CSF leaks after neurosurgery are reported in 0.9–42% of cases [8]; the risk is determined by a number of factors, including the surgical site, the surgical technique, the patient’s general health (compromised immunity, therapy with corticosteroids, uncontrolled diabetes, renal failure, hepatic failure, etc.) In patients with basilar injuries, CSF leaks are hard to control with conservative therapy like lumbar drains; the condition can cause serious complications and increase the risk of death [9]. Repair of skull base defects is required to seal the subdural space and isolate it from the nasal cavity and paranasal sinuses to prevent such complications as pneumocephalus, meningocele, encephalocele, meningitis, meningoencephalitis [10].

The applied repair strategy depends on the location, size, shape of the defect, and proximity of the subarachnoid cisterns [10]. Autologous grafts should be preferred because they do not cause a biological reaction [9, 11].

When planning the surgical intervention, it is important to know whether CSF leak pressure is high or low [10, 12]. A lumbar drain or a shunt is placed only if CSF leak pressure is high.
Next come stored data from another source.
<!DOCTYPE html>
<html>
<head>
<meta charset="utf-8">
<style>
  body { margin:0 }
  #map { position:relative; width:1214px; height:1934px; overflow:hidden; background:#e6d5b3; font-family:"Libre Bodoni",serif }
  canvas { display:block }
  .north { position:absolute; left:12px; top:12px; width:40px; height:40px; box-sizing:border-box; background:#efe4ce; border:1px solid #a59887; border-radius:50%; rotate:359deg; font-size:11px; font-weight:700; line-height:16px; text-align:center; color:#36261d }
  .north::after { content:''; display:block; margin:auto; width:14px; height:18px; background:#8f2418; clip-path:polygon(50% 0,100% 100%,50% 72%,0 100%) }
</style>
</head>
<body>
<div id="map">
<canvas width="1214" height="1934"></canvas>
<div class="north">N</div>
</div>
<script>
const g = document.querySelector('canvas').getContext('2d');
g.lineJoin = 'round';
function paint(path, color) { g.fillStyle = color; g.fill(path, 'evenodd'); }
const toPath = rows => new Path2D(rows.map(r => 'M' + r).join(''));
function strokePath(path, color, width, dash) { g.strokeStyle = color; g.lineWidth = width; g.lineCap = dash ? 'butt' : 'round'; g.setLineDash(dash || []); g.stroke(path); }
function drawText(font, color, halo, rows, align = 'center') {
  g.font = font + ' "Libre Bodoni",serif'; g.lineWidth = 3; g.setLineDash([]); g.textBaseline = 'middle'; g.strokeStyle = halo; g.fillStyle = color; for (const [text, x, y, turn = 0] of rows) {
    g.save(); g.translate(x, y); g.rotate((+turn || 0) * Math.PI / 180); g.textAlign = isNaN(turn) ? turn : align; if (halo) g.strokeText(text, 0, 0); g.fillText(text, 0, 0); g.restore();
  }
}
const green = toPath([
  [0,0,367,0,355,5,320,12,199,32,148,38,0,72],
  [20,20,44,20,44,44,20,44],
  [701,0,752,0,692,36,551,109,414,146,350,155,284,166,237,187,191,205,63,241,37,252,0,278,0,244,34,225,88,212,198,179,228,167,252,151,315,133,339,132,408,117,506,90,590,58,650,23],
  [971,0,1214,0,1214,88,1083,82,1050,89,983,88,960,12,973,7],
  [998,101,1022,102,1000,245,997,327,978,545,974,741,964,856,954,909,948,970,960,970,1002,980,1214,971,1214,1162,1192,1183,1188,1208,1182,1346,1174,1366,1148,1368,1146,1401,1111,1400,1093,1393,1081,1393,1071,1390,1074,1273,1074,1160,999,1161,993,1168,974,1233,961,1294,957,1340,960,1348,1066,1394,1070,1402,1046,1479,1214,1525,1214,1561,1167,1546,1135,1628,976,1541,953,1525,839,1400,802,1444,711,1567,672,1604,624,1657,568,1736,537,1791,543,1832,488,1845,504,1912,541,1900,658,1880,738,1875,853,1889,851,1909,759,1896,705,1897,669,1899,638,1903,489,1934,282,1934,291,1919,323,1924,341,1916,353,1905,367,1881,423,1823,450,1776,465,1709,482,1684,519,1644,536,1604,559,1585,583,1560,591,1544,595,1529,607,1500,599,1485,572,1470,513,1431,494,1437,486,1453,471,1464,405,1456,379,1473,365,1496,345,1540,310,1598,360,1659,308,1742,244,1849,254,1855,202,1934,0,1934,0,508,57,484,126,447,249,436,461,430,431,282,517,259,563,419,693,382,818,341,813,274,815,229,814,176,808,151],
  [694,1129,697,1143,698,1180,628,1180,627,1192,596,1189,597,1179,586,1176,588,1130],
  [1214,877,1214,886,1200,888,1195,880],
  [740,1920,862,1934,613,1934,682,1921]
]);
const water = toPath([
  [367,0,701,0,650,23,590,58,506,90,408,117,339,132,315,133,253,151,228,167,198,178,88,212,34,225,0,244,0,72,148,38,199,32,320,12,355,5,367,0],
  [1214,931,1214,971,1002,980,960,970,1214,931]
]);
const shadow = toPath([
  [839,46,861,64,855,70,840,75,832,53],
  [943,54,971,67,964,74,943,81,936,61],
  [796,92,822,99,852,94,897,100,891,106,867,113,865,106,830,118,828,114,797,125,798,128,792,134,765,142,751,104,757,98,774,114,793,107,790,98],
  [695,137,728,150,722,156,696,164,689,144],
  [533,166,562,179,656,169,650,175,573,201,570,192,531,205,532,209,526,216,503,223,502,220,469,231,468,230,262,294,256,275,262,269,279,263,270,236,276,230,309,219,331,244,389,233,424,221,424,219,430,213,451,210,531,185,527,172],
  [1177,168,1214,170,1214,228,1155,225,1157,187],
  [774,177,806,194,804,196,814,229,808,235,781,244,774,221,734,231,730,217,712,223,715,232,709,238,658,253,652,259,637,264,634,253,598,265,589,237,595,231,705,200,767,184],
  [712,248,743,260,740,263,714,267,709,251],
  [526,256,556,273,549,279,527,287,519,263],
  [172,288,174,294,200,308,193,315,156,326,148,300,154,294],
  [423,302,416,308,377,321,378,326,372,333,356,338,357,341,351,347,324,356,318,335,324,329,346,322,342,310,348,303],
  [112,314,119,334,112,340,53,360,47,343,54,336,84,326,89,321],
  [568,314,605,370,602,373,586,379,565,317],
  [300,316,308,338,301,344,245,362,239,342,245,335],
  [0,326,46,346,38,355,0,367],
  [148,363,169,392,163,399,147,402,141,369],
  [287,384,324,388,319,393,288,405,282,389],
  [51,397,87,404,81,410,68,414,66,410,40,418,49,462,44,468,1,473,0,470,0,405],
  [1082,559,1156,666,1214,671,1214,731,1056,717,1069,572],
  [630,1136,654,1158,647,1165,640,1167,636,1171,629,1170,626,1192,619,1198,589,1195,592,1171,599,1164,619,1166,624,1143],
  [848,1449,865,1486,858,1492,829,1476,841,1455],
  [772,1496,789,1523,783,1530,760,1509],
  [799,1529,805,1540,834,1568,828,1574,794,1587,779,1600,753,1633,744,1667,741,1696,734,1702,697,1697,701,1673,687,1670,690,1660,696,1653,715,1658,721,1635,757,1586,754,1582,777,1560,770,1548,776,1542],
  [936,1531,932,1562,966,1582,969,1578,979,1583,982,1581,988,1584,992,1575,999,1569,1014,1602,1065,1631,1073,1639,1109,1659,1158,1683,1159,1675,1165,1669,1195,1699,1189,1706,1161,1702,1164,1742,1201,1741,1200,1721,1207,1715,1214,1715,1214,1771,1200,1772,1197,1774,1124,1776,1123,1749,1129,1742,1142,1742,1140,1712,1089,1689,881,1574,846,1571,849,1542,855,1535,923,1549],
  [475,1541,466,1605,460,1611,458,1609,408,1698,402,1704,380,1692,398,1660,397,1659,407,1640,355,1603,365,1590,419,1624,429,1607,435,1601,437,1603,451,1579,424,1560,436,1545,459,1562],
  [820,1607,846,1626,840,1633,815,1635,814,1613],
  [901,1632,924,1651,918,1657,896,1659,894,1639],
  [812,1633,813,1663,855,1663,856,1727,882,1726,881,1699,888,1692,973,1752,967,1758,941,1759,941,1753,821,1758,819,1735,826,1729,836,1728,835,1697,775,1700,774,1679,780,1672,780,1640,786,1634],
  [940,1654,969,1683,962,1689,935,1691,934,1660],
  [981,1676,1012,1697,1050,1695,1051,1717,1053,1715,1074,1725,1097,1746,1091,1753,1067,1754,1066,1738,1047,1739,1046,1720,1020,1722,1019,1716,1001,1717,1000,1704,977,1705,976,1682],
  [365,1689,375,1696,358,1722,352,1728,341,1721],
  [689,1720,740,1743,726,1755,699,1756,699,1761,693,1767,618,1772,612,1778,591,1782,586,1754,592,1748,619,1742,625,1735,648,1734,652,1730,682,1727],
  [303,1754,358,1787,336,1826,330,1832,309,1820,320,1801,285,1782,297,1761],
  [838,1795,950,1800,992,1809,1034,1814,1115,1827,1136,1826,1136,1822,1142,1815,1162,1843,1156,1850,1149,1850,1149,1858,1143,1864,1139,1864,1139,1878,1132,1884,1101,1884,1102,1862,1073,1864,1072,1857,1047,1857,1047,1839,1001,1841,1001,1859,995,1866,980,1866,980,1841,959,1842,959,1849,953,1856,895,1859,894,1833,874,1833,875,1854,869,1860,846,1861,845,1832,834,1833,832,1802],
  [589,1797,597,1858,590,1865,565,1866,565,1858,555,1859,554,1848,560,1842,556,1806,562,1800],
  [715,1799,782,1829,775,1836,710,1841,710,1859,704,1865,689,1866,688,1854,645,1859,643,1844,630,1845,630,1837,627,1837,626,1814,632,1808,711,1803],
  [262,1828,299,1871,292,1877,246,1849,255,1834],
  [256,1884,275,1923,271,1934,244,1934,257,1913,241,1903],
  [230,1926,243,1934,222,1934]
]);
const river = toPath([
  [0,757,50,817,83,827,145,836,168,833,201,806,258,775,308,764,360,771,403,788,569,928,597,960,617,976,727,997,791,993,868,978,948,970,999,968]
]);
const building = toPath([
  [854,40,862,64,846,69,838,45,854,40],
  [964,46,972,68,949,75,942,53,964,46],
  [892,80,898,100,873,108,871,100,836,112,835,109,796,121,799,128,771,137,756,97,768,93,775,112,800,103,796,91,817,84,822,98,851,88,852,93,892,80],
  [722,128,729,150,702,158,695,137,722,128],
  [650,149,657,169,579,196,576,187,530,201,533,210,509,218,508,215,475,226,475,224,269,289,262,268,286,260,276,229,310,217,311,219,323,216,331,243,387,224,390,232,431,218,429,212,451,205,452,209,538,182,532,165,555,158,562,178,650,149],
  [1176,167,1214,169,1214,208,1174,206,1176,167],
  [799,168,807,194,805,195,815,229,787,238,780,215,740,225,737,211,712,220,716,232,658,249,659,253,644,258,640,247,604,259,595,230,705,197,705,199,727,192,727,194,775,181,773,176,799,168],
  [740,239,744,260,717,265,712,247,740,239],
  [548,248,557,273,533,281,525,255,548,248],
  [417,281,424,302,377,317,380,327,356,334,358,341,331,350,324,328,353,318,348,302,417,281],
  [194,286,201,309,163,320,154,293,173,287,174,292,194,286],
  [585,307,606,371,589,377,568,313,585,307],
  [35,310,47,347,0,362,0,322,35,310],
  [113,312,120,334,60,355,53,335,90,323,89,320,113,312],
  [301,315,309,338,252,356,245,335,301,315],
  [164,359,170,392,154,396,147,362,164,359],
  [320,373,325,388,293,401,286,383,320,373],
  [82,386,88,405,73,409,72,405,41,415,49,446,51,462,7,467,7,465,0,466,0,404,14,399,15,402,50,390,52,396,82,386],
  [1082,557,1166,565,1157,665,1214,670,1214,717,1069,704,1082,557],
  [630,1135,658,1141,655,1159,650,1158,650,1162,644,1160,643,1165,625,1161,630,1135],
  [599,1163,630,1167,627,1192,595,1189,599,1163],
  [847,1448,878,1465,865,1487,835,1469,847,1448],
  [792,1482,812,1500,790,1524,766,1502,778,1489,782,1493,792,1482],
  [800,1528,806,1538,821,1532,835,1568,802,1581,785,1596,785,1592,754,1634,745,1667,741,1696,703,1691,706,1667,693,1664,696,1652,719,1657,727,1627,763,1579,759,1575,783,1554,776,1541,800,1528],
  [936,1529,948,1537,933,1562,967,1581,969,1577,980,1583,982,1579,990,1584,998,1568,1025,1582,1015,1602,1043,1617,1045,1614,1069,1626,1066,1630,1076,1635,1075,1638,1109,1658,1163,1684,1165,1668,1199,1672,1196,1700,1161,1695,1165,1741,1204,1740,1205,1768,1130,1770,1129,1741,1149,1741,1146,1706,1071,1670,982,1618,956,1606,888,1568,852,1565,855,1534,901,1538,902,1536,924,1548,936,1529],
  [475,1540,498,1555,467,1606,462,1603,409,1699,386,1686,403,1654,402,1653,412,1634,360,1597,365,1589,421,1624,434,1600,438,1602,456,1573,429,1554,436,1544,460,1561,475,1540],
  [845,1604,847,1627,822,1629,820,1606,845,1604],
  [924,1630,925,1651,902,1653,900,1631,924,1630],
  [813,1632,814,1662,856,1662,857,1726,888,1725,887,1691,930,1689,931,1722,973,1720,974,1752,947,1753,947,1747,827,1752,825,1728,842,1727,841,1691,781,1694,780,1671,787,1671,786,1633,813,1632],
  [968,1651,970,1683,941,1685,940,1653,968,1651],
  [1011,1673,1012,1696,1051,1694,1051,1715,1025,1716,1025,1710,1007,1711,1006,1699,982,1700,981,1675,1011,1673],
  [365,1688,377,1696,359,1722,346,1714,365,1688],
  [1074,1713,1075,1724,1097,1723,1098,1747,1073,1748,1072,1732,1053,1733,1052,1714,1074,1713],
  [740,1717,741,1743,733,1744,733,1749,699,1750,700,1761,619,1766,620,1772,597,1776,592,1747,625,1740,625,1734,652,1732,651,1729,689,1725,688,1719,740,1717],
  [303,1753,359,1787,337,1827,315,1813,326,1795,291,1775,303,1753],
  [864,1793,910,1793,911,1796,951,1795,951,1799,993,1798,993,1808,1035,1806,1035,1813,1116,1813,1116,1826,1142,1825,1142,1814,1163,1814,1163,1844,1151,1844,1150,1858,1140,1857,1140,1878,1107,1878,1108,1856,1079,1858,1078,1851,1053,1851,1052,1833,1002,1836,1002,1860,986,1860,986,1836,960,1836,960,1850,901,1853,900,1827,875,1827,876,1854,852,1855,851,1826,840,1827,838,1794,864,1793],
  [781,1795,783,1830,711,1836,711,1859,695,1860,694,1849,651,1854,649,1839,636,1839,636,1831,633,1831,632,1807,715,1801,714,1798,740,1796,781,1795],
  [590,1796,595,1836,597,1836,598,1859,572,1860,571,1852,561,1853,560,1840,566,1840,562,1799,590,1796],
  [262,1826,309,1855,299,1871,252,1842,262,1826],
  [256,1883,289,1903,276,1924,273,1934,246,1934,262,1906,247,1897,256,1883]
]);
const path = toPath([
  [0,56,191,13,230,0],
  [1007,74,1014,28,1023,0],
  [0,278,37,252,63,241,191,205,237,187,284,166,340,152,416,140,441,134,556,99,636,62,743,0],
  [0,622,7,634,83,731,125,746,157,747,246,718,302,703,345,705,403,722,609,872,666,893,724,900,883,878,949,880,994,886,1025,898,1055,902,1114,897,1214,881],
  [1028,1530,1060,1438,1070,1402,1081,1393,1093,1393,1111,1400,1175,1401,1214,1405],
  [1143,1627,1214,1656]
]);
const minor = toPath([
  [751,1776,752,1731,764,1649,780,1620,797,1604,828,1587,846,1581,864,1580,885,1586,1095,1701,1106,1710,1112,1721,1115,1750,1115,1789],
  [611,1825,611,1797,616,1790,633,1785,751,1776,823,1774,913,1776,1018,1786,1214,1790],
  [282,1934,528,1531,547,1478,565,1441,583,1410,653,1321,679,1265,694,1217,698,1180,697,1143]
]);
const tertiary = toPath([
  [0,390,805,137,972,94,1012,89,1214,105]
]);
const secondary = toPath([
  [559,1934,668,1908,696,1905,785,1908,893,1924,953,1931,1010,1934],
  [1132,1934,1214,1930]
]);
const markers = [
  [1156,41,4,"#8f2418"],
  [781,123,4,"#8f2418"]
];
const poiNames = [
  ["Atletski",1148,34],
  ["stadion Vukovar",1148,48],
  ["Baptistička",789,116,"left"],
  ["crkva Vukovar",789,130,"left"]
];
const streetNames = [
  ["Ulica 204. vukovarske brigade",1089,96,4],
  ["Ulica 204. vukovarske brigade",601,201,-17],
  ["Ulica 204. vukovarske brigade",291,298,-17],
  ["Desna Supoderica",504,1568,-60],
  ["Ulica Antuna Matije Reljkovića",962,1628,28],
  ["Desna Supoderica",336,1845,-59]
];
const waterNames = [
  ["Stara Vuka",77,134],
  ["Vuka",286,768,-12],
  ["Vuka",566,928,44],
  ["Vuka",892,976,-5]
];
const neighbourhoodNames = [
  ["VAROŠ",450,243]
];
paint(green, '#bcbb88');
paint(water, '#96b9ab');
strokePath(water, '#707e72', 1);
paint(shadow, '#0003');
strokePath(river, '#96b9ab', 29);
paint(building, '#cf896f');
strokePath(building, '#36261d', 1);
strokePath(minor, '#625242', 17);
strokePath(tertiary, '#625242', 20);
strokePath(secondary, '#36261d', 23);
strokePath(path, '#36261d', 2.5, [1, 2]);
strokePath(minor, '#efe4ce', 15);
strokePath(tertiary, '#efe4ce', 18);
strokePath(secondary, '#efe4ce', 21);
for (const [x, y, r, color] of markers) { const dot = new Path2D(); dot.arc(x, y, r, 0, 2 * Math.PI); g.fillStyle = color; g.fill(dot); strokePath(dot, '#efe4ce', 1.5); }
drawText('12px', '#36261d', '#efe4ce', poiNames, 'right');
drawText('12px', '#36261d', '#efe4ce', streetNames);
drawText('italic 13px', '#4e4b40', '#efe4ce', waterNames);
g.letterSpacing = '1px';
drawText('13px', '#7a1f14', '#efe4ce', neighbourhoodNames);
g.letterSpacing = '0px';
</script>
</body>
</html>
As a rule, lumbar drains are placed for 3-5 days. The rate of complications in patients with external lumbar drains can be as high as 12.5% [9]; the complications include infection, headaches, nerve root irritation, pneumocephalus in the presence of hyperdrainage, etc. During the initial surgery, we used a musculoaponeurotic autologous flap, subcutaneous fat and a fibrin-thrombin sponge [13]. Some authors point to the efficacy of fibrin sealants as а cranioplasty material [14]. In our case, no allografts were used. Multilayer cranioplasty should be a preferred technique in patients at high risk of postoperative CSF leaks [15]. Comminuted frontal bone fractures involving the anterior cranial fossa affect the basal cisternae, so we decided to place a lumboperitoneal shunt. We did not use fibrin glue because multilayer cranioplasty with autologous grafts and a fibrin-thrombin sponge ensure that the defect of the skull base is reliably sealed [13, 14]. Some authors think that thrombinfibrin sealants do not affect the outcome but simplify the applied surgical technique [16]. After the first intervention, the patient was recommended to temporarily refrain from blowing her nose. Poor adherence led to tension pneumocephalus. During the subsequent revision surgery, the multilayer cranioplasty technique was applied: we used a musculoaponeurotic autologous graft with subcutaneous fat, an allograft (synthetic dural substitute) and fibrin glue. No recurrent CSF leaks were observed in the follow-up period.

CONCLUSION

It is always preferable to perform a few procedures during one surgery since it can reduce the length of treatment and the level of stress. However, the reported clinical case shows that simultaneous surgeries are not always justifiable despite their advantages. A persistent preoperative CSF leak and conventional therapy failure indicate a possible risk of leak recurrence in the postoperative period. With recurred CSF leaks, operative time for revision surgery is increased because the implant has to be removed first. Besides, there is an increased risk of meningitis and meningoencephalitis due to the presence of a foreign body (an implant) in the setting of persistent CSF leak. Therefore, it is important to consider the duration of the leak, the type of CSF leak pressure (high or low), the tried treatment options, and the outcomes. If external drains do not produce any positive effect and the leak is continuing for over 2 months, the surgical treatment should be split in 2 phases. First, the skull base should be repaired and then (2 months later) the frontal bone defect can be finally closed. Although the resulting cosmetic effect may not be satisfactory, this approach is safer. It is still debatable whether lumbar puncture and shunting should be used as auxiliary techniques for reducing intracranial pressure.